Since many factors can affect binding parameters, the SPR experiment needs to be adequately arranged. This means optimizing the density of immobilized material, concentrations of a partner in solution, injection times and buffers. Another drawback is that the sensor chips are expensive and have a limited possibility of reuse.
Even though SPR has critical points, it is characterized by many advantageous features too. Remarkably, SPR is one of the most sensitive label-free techniques available for analysing lectin-sugar interactions with affinities up to picomolar range. The amounts of compounds needed are low: working volumes are generally in the range of 50–150 μL. Thanks to the miniaturization offered by the manufactured automated instruments, many binding assays can be simultaneously evaluated in real-time. New frontiers in SPR analysis are aiming at the elaboration of coupled analytical techniques to achieve more detailed information over complex mixtures quickly.

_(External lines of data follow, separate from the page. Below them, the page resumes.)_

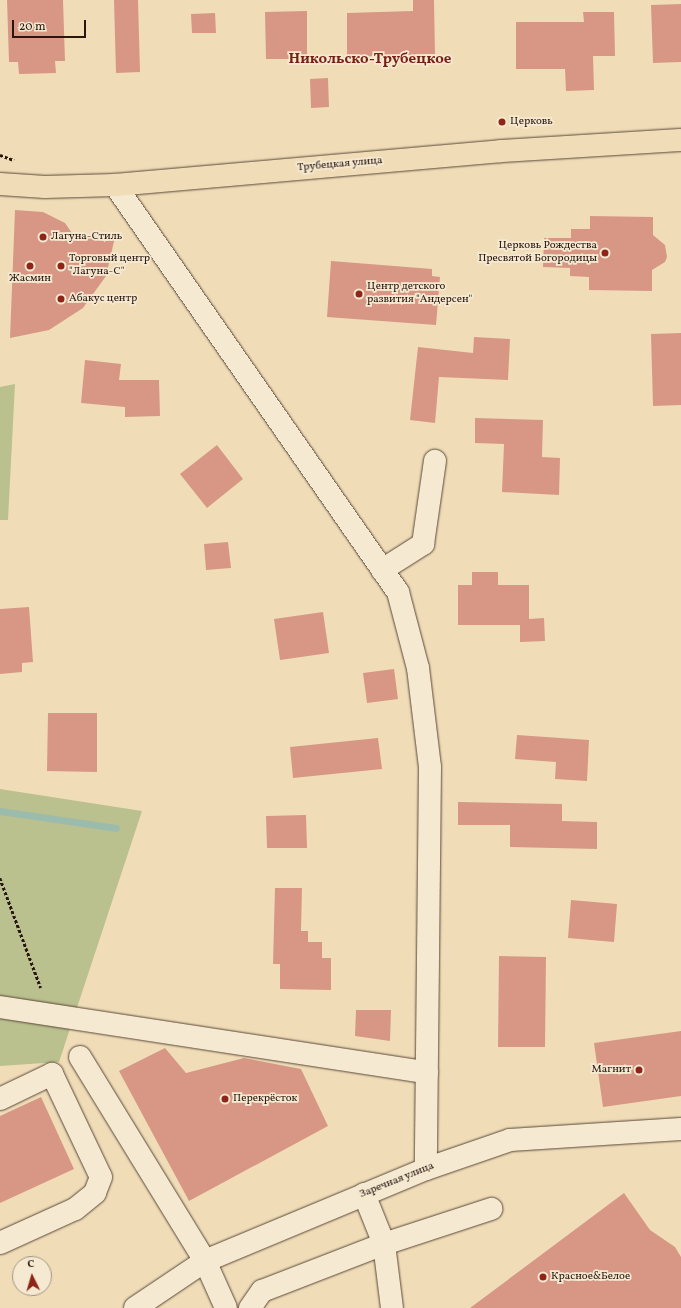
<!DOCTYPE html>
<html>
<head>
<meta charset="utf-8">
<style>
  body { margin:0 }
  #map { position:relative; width:681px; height:1308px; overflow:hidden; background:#f0ddb8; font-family:Vollkorn,serif }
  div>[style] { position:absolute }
  .green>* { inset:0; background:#bac08e }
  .stream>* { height:7px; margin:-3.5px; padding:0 3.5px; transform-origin:3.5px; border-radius:3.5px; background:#9bbcac }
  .building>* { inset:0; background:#d79784 }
  .path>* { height:2.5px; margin-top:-1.25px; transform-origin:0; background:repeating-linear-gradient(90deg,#29160f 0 3px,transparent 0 5px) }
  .roads { filter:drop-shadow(0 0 1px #5b4839) drop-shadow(0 0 1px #5b4839) }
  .minor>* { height:22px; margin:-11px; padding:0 11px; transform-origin:11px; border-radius:11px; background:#f5e9d1 }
  .major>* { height:22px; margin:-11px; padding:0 11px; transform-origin:11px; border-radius:11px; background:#f0ddb8 }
  .dots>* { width:11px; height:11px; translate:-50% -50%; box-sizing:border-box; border:2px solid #f5e9d1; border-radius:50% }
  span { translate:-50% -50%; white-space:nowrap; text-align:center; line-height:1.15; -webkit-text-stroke:3.5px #f5e9d1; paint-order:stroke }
  .poi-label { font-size:11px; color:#29160f }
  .left { translate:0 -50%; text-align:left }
  .right { translate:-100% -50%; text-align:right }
  .street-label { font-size:11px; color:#29160f }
  .district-label { font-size:15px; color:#7a1f14; font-weight:700 }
  .north { position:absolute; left:12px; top:1256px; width:40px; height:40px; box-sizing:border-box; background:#f5e9d1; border:1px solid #a39583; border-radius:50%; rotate:355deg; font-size:11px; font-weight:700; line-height:16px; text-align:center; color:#29160f }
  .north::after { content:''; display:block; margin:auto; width:14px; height:18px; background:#8f2418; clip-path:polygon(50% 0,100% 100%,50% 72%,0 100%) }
  .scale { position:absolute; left:12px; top:20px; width:74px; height:18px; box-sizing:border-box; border:2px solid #29160f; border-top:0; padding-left:5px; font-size:12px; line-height:14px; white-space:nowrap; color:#29160f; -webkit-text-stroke:3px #f5e9d1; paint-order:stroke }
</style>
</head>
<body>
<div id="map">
  <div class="green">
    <i style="clip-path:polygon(15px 384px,8px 520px,0 520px,0 387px)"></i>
    <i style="clip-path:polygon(0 789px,142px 811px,59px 1062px,0 1066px)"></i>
  </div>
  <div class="stream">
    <i style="left:0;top:811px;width:117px;rotate:8.3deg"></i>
  </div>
  <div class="building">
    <i style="clip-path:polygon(7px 0,63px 0,65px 61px,55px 61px,56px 73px,19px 74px,18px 62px,9px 62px)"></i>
    <i style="clip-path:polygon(114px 0,138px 0,140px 72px,116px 73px)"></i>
    <i style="clip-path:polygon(413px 0,434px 0,435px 54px,347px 57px,347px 13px,413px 11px)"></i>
    <i style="clip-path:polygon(681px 4px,681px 62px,653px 63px,651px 5px)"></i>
    <i style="clip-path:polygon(307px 11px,307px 59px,266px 59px,265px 12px)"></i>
    <i style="clip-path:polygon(583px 12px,614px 12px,615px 56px,593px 56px,594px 90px,566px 91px,565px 69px,516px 69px,516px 22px,584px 22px)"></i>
    <i style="clip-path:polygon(215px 13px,216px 33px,192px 33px,191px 14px)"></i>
    <i style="clip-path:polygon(328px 78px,329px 107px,311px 108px,310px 79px)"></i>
    <i style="clip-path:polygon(15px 210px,43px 212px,65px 223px,74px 236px,115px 237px,106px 276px,83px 308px,49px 330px,10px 338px)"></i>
    <i style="clip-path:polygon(590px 216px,653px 217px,653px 235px,665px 245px,667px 257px,665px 262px,652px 270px,652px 291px,589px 290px,589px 277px,570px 276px,570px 268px,543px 267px,544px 238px,571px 238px,571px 229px,590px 229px)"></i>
    <i style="clip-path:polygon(331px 261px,432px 269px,432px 276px,440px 277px,436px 325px,327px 317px)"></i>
    <i style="clip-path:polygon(681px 333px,681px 405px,653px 406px,651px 334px)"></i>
    <i style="clip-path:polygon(474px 337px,510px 339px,508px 380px,439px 377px,435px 423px,410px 420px,418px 347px,473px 353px)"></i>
    <i style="clip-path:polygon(85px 360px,121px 364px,119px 380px,159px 380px,160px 416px,125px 417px,125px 407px,81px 403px)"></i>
    <i style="clip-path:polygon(475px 418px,543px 420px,542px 457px,560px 458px,559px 495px,502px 492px,504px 444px,475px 443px)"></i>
    <i style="clip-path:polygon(217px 445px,243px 479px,207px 508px,180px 474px)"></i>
    <i style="clip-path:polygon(228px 542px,231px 568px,206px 570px,204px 544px)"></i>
    <i style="clip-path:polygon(472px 572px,498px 572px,498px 585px,529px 585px,529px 619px,544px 618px,545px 641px,520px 642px,520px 625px,458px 625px,458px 585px,472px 585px)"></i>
    <i style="clip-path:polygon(29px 607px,33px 662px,22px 663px,22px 672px,0 674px,0 609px)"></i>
    <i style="clip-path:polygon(323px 612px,329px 653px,280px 660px,274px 619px)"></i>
    <i style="clip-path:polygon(394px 669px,398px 699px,367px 703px,363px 673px)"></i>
    <i style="clip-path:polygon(48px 713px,97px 713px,97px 772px,47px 771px)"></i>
    <i style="clip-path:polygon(517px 735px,589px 740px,587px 781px,555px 779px,556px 762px,515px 759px)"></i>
    <i style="clip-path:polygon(378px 738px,382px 769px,293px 778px,290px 747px)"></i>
    <i style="clip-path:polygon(458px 802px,562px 804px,562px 821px,597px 822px,597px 849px,510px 847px,510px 825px,458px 825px)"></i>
    <i style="clip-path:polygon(306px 815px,307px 848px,267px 848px,266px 816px)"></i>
    <i style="clip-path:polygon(275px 888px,302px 888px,301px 931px,308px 931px,308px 942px,322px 942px,322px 958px,331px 958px,331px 990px,280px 989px,280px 964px,273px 964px)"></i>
    <i style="clip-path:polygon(571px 900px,617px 904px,614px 942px,568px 938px)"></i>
    <i style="clip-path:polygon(499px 956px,546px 957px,545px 1047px,498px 1047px)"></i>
    <i style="clip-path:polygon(356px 1010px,391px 1010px,390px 1041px,355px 1036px)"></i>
    <i style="clip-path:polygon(681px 1031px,681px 1096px,603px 1107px,594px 1043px)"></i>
    <i style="clip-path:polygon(165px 1048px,186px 1073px,244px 1058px,301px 1069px,328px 1126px,189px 1201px,119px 1071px)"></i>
    <i style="clip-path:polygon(41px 1097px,74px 1169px,0 1203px,0 1116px)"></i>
    <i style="clip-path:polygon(624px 1193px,650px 1230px,675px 1247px,681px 1257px,681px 1308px,470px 1308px)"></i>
  </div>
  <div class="path">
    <i style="left:0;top:155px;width:15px;rotate:20deg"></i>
    <i style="left:0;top:878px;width:117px;rotate:69.6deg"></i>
  </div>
  <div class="roads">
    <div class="minor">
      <i style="left:115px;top:185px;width:496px;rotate:55.2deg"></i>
      <i style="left:398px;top:592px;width:79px;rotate:75.3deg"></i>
      <i style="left:418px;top:668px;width:100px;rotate:83.1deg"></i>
      <i style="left:430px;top:767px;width:402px;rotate:90.6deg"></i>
      <i style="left:382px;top:570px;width:49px;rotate:-32.4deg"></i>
      <i style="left:423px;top:544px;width:84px;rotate:-81.8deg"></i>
      <i style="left:0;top:1007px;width:432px;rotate:8.7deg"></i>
      <i style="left:80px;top:1057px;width:239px;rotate:58.5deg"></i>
      <i style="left:205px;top:1261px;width:51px;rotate:65.9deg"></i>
      <i style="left:0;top:1099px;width:58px;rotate:-25.7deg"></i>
      <i style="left:52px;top:1074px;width:114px;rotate:64.6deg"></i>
      <i style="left:101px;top:1177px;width:17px;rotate:111deg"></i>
      <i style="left:95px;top:1193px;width:26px;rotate:141deg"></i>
      <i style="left:75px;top:1209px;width:82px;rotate:155.6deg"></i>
      <i style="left:364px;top:1194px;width:54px;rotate:68.2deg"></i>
      <i style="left:384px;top:1244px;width:64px;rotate:82.9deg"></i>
      <i style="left:135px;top:1308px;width:84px;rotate:-33.9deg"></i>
      <i style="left:205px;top:1261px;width:239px;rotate:-22.6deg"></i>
      <i style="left:426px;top:1169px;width:89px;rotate:-19deg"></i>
      <i style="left:510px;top:1140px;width:171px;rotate:-3.7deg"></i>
      <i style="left:250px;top:1308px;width:21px;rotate:-55deg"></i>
      <i style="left:262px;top:1291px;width:131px;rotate:-21.1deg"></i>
      <i style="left:384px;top:1244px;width:113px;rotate:-18.1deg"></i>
    </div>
    <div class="major">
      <i style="left:0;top:184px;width:45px;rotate:3.8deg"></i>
      <i style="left:45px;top:187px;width:70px;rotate:-1.6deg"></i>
      <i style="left:115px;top:185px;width:387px;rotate:-5deg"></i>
      <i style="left:501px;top:151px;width:180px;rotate:-3.5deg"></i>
    </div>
  </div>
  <div class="dots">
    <i style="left:502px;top:122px;background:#8f2418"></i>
    <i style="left:43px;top:237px;background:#8f2418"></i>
    <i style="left:605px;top:253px;background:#8f2418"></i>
    <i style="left:30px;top:266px;background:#8f2418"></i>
    <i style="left:61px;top:266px;background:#8f2418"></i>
    <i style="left:359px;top:294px;background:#8f2418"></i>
    <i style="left:61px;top:299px;background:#8f2418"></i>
    <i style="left:639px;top:1070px;background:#8f2418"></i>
    <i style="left:225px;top:1099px;background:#8f2418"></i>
    <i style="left:543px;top:1277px;background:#8f2418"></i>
  </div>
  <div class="poi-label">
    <span class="left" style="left:510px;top:122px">Церковь</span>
    <span class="left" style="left:51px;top:237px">Лагуна-Стиль</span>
    <span class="right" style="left:597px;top:253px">Церковь Рождества<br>Пресвятой Богородицы</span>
    <span class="left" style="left:69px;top:266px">Торговый центр<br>"Лагуна-С"</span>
    <span style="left:30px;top:279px">Жасмин</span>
    <span class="left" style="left:367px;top:294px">Центр детского<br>развития "Андерсен"</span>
    <span class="left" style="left:69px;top:299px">Абакус центр</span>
    <span class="right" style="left:631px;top:1070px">Магнит</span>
    <span class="left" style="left:233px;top:1099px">Перекрёсток</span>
    <span class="left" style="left:551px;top:1277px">Красное&amp;Белое</span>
  </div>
  <div class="street-label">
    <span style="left:340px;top:165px;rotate:-5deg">Трубецкая улица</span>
    <span style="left:397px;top:1181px;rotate:-22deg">Заречная улица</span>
  </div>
  <div class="district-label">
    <span style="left:370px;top:60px">Никольско-Трубецкое</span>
  </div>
  <div class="north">С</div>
  <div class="scale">20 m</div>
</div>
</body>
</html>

Thanks to avant-garde technologies, concomitant quantitative and qualitative analysis are now possible (Safina, 2012).

For example, SPR has been integrated with mass spectrometry to obtain valuable structural information from molecular weight and fragmentation patterns. SPR imaging is another variation of the classic SPR machine which incorporates microscopy (a more detailed explanation of SPRi can be found at https://youtu.be/c4SrPzfOZNE). This extension permits to observe an array of bio-interactions simultaneously, adding a visual dimension to the measurement. However, the great convenience of using more advanced instrumentation goes along with its higher costs.